What you are asked to do: Transcribe the records below word for word, beginning with the first line and stopping after the line that contains "Quick job: Summarize"; pictures are not part of the copy.

Input for this task:
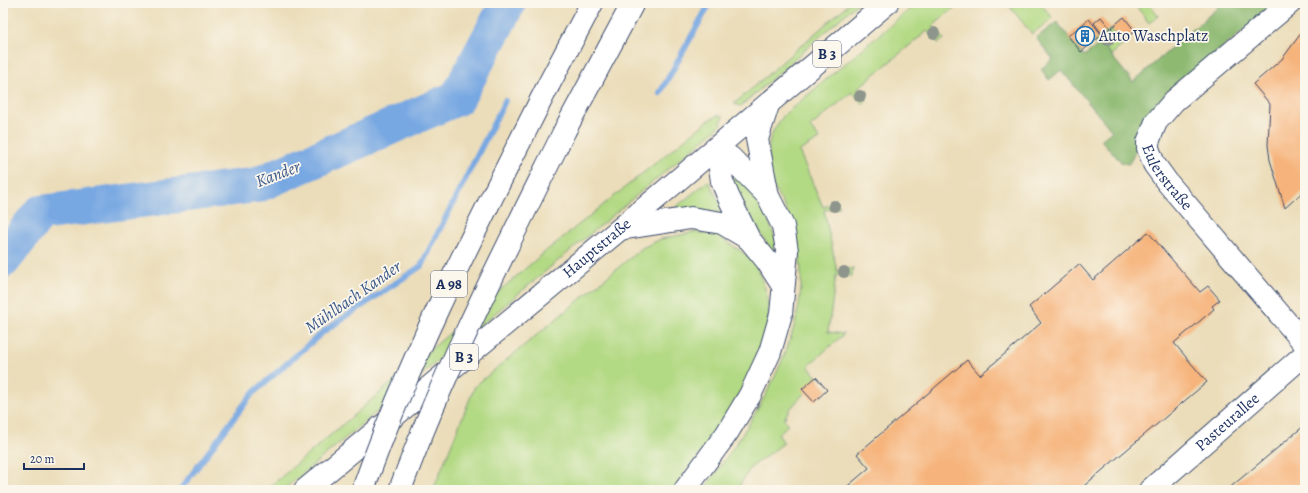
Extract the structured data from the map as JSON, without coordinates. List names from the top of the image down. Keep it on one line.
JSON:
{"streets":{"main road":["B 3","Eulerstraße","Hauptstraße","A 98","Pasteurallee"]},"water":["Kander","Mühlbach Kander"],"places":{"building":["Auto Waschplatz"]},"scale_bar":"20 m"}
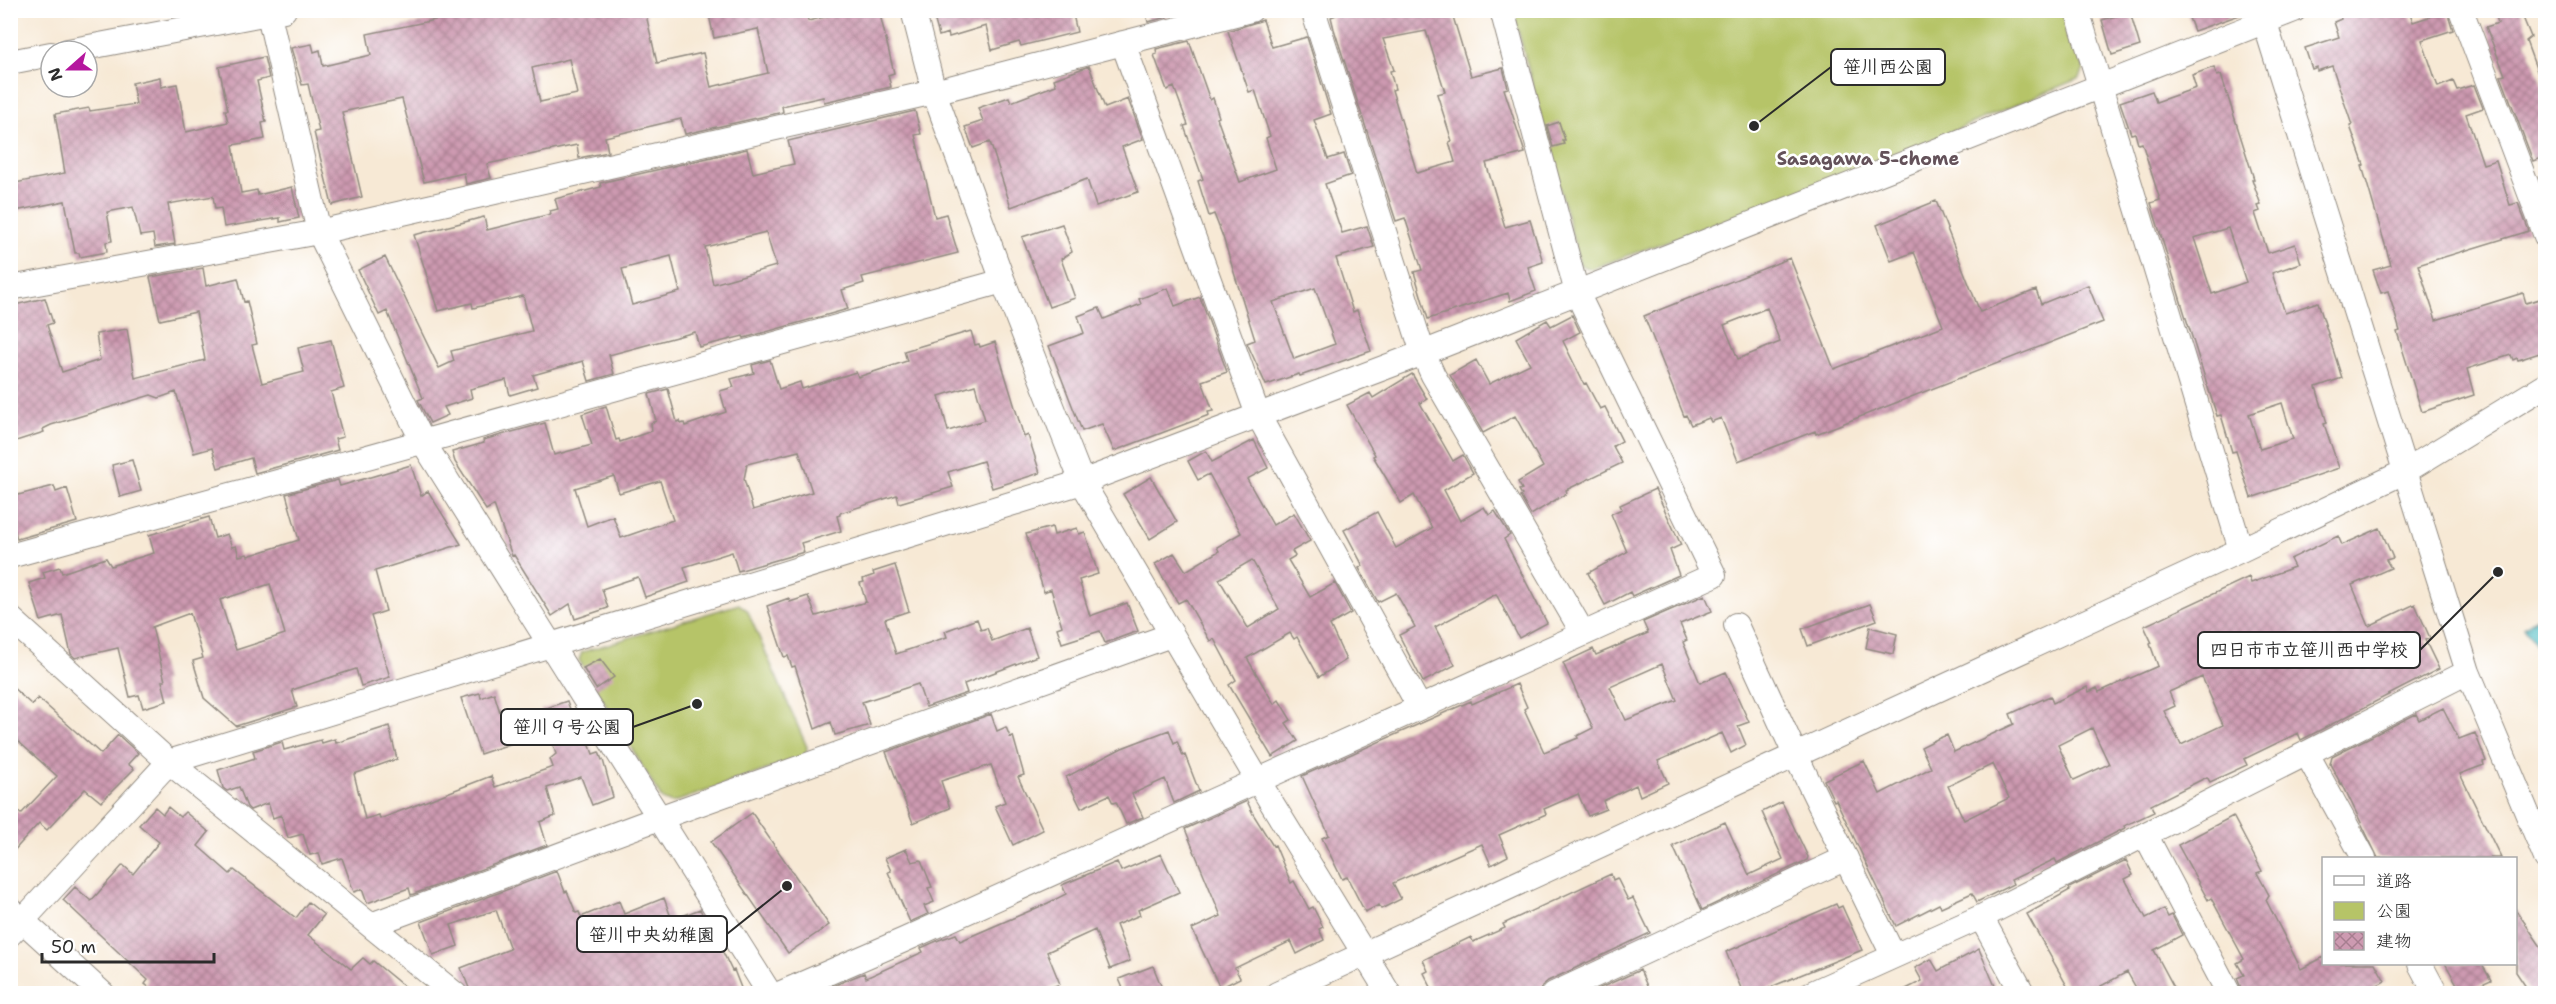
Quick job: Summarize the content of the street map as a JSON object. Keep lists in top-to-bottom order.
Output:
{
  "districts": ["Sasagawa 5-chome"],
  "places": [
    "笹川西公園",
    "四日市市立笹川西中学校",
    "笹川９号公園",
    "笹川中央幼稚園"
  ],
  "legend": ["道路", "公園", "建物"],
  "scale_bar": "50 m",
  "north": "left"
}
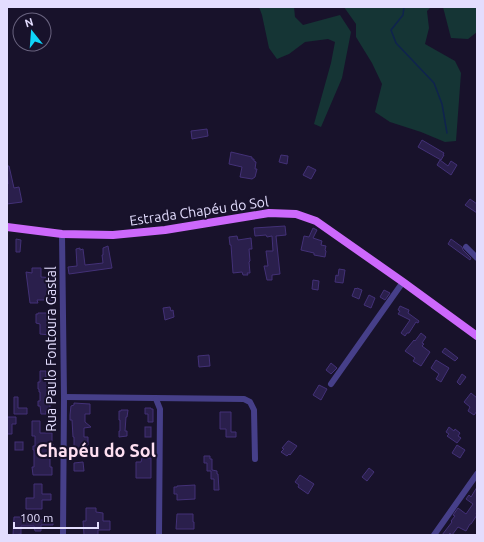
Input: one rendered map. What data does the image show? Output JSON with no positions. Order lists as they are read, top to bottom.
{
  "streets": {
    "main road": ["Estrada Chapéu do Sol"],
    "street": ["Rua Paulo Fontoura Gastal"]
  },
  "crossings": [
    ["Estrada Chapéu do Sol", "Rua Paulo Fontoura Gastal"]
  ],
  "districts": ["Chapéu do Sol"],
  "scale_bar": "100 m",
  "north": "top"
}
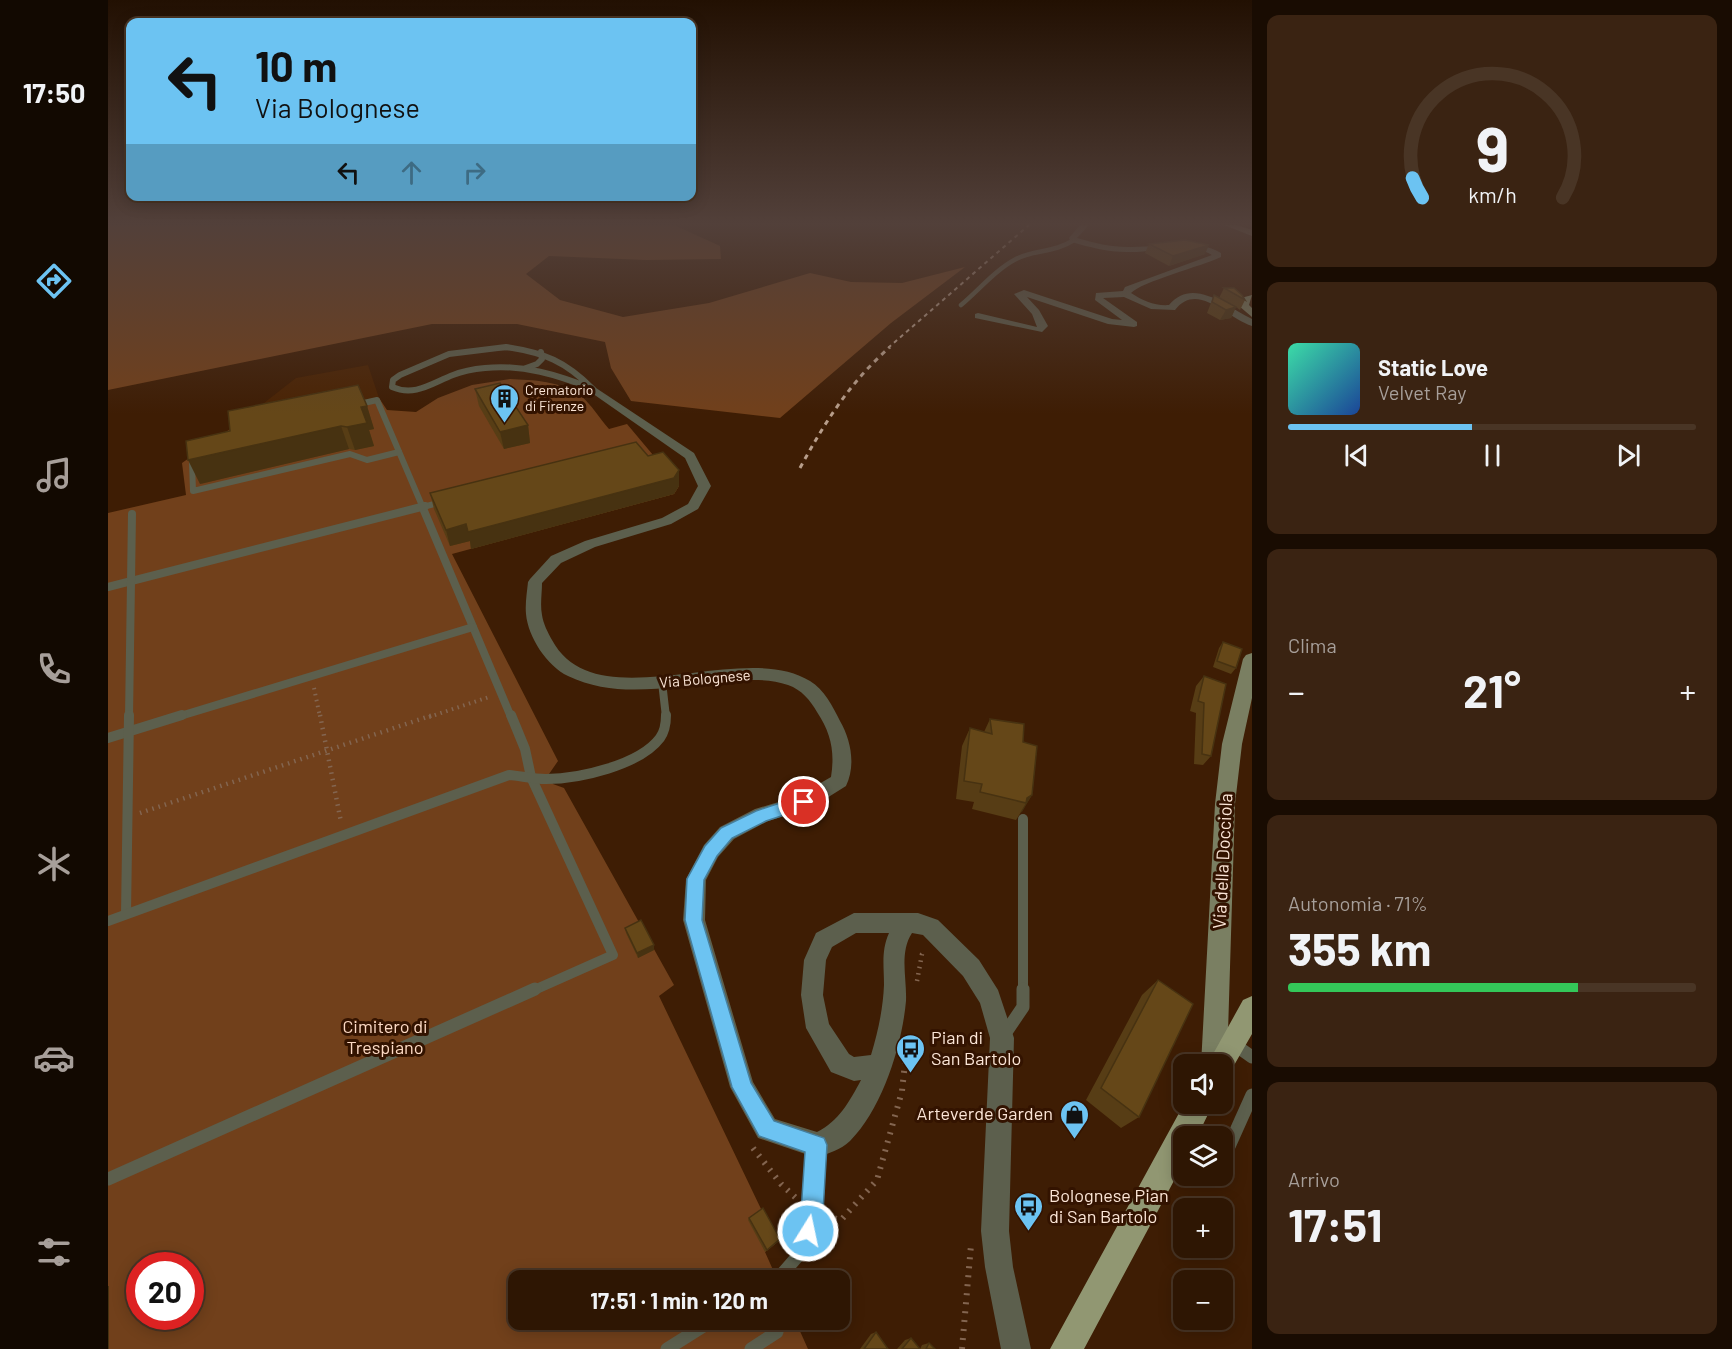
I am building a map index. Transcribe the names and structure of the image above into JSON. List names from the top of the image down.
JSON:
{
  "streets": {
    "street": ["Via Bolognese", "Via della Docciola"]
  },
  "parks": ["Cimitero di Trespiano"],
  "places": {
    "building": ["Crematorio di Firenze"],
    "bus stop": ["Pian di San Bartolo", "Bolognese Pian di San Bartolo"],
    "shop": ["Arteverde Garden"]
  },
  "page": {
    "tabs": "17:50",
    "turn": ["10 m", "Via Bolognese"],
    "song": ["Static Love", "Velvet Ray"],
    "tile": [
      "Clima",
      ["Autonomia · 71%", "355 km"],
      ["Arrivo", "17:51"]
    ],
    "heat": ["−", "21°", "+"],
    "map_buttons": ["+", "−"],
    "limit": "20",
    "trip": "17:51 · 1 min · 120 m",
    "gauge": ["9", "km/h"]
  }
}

Result of this task:
Extract the structured data from the map as JSON, without coordinates. List names from the top of the image down. Keep it on one line.
JSON:
{"streets":{"main road":["B 3","Eulerstraße","Hauptstraße","A 98","Pasteurallee"]},"water":["Kander","Mühlbach Kander"],"places":{"building":["Auto Waschplatz"]},"scale_bar":"20 m"}
Quick job: Summarize the content of the street map as a JSON object. Keep lists in top-to-bottom order.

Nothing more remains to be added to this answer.